*** Opening of Record set ***

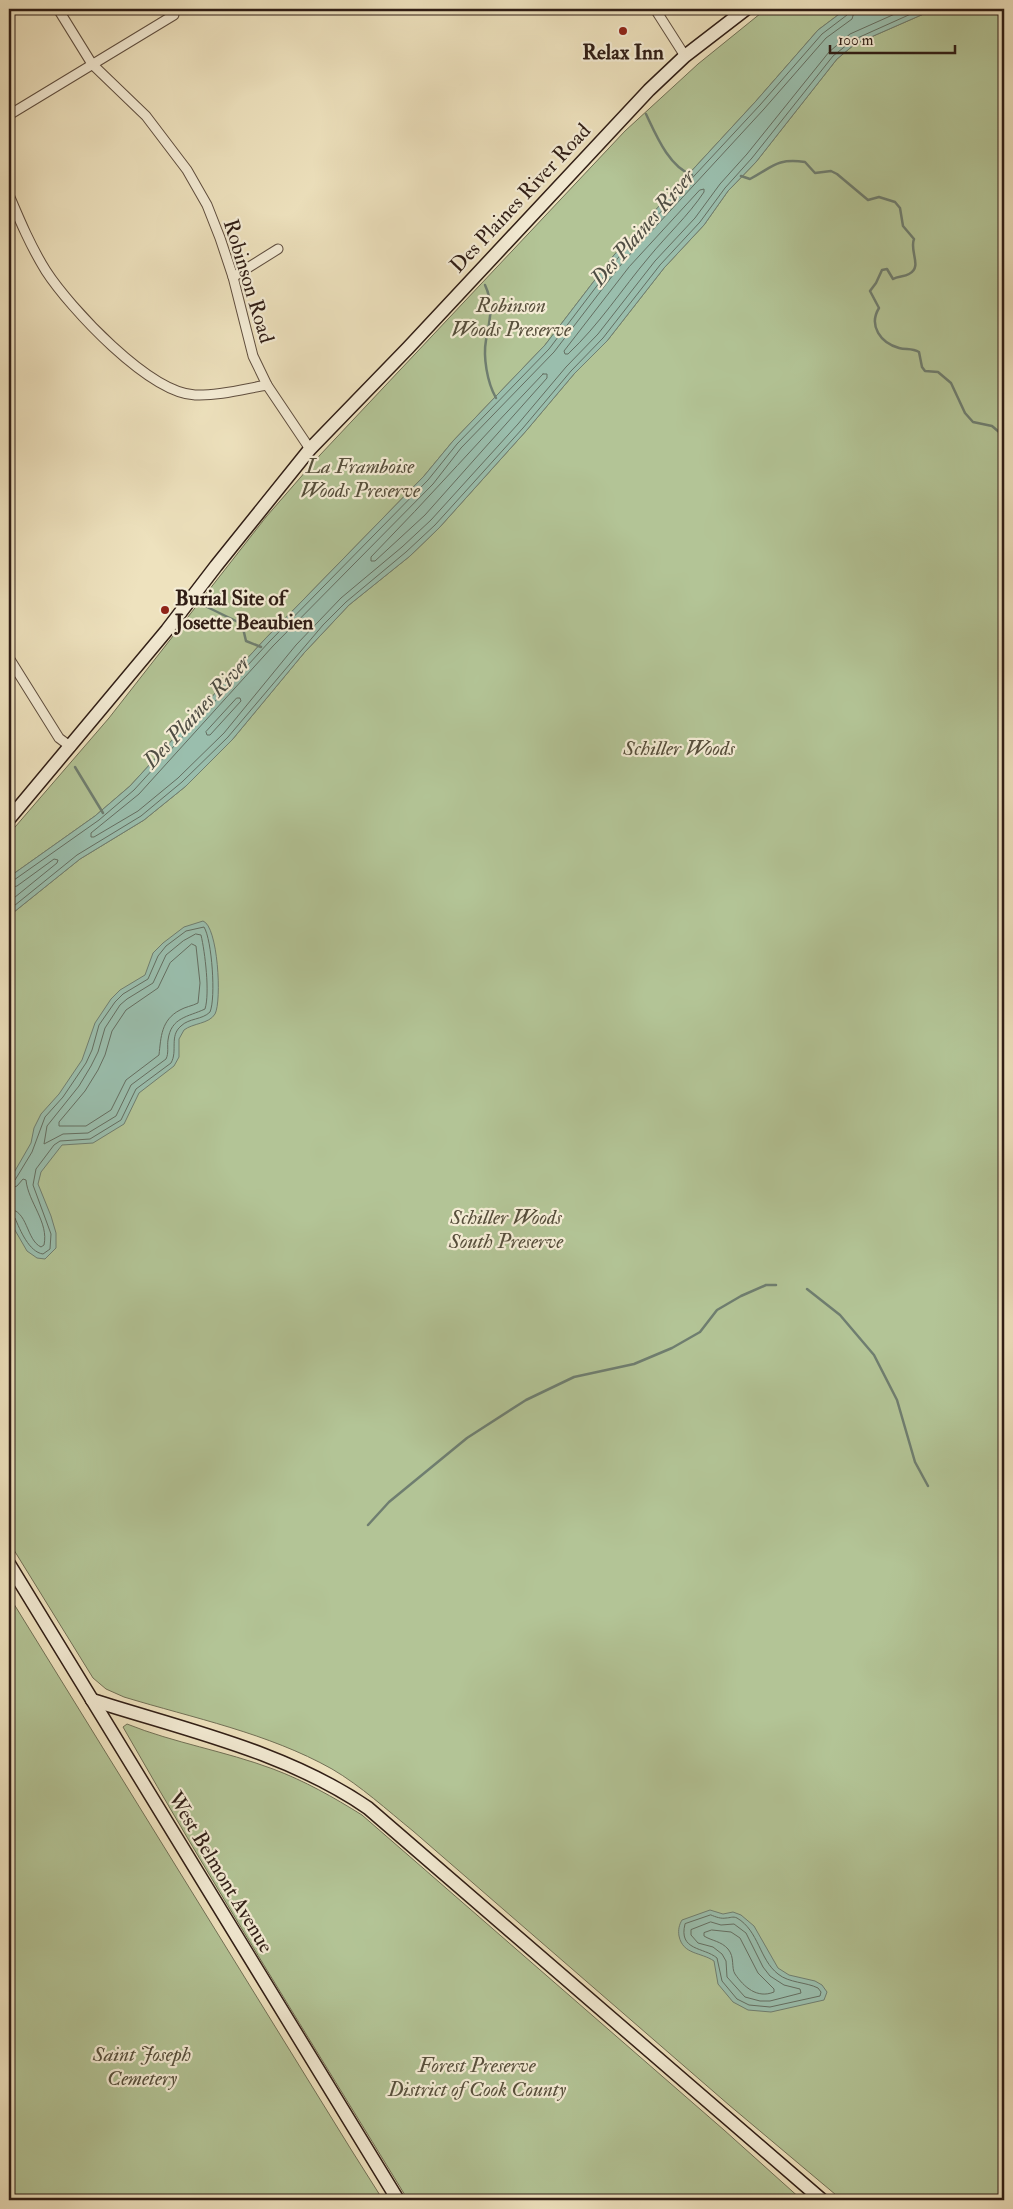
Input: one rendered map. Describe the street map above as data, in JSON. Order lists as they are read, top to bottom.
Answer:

*** Close of Record set ***
*** Opening of Record set ***

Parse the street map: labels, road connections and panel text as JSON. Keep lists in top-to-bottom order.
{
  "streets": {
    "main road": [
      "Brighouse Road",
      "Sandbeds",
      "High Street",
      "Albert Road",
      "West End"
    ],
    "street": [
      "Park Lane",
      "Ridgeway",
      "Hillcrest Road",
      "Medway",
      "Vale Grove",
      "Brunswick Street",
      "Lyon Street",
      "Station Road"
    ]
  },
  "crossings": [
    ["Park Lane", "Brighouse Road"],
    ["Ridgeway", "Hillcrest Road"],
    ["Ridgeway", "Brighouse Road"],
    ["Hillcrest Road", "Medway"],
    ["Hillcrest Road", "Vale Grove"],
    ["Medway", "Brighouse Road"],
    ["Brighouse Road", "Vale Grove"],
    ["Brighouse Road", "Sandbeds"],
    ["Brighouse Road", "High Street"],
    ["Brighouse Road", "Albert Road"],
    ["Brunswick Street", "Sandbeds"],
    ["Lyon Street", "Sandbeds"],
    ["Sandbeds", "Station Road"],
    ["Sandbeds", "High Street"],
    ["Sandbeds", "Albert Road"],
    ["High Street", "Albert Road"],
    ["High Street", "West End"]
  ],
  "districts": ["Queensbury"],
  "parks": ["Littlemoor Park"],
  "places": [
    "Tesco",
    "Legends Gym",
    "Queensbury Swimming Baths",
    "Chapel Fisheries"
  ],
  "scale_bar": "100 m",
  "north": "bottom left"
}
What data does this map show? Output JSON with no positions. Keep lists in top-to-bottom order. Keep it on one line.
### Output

*** Close of Record set ***

* **Prompt**
Anywhere the listing shows the word "Output", copy the full line.

* **Answer for the task**
What data does this map show? Output JSON with no positions. Keep lists in top-to-bottom order. Keep it on one line.
### Output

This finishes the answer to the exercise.